• [DATA PROVIDED]:
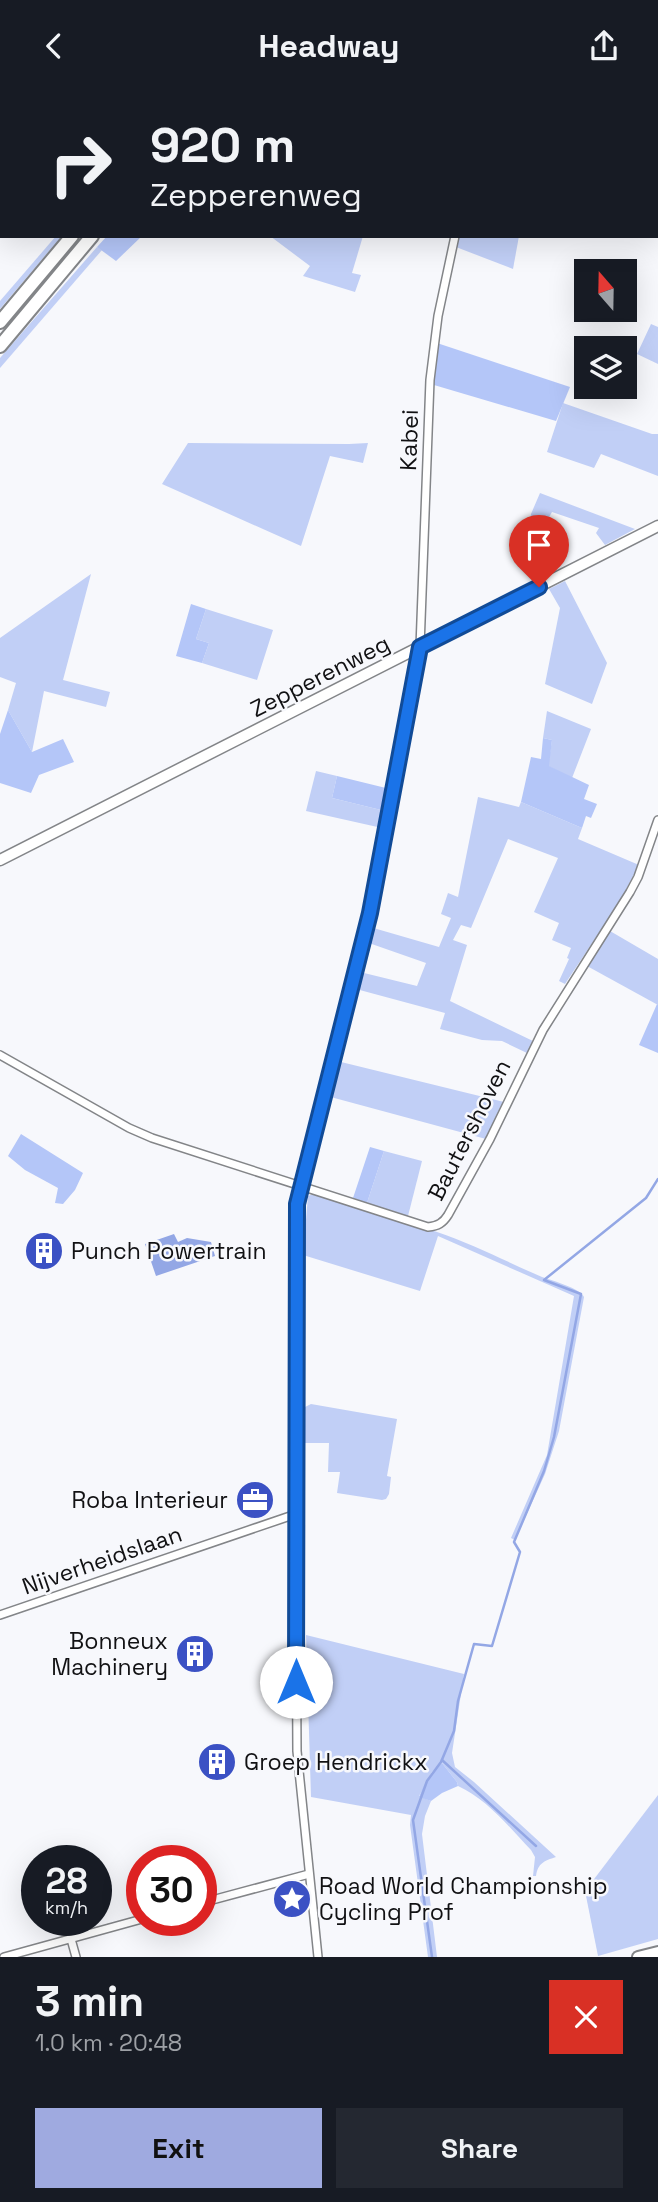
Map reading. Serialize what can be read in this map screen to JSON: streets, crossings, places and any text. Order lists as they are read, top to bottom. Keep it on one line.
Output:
{"streets":{"street":["Kabei","Zepperenweg","Bautershoven","Nijverheidslaan"]},"crossings":[["Kabei","Zepperenweg"],["Kabei","Bautershoven"],["Kabei","Nijverheidslaan"]],"places":{"building":["Punch Powertrain","Bonneux Machinery","Groep Hendrickx"],"office":["Roba Interieur"],"place":["Road World Championship Cycling Prof"]},"north":"top","page":{"header":"Headway","turn":["920 m","Zepperenweg"],"speed":"28 km/h","limit":"30","heading":["3 min","1.0 km · 20:48"],"buttons":["Exit","Share"]}}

• [WHAT YOU NEED TO DO]: The answer is the listing above repeated verbatim, minus its images.

• [TASK SOLUTION]:
Map reading. Serialize what can be read in this map screen to JSON: streets, crossings, places and any text. Order lists as they are read, top to bottom. Keep it on one line.
Output:
{"streets":{"street":["Kabei","Zepperenweg","Bautershoven","Nijverheidslaan"]},"crossings":[["Kabei","Zepperenweg"],["Kabei","Bautershoven"],["Kabei","Nijverheidslaan"]],"places":{"building":["Punch Powertrain","Bonneux Machinery","Groep Hendrickx"],"office":["Roba Interieur"],"place":["Road World Championship Cycling Prof"]},"north":"top","page":{"header":"Headway","turn":["920 m","Zepperenweg"],"speed":"28 km/h","limit":"30","heading":["3 min","1.0 km · 20:48"],"buttons":["Exit","Share"]}}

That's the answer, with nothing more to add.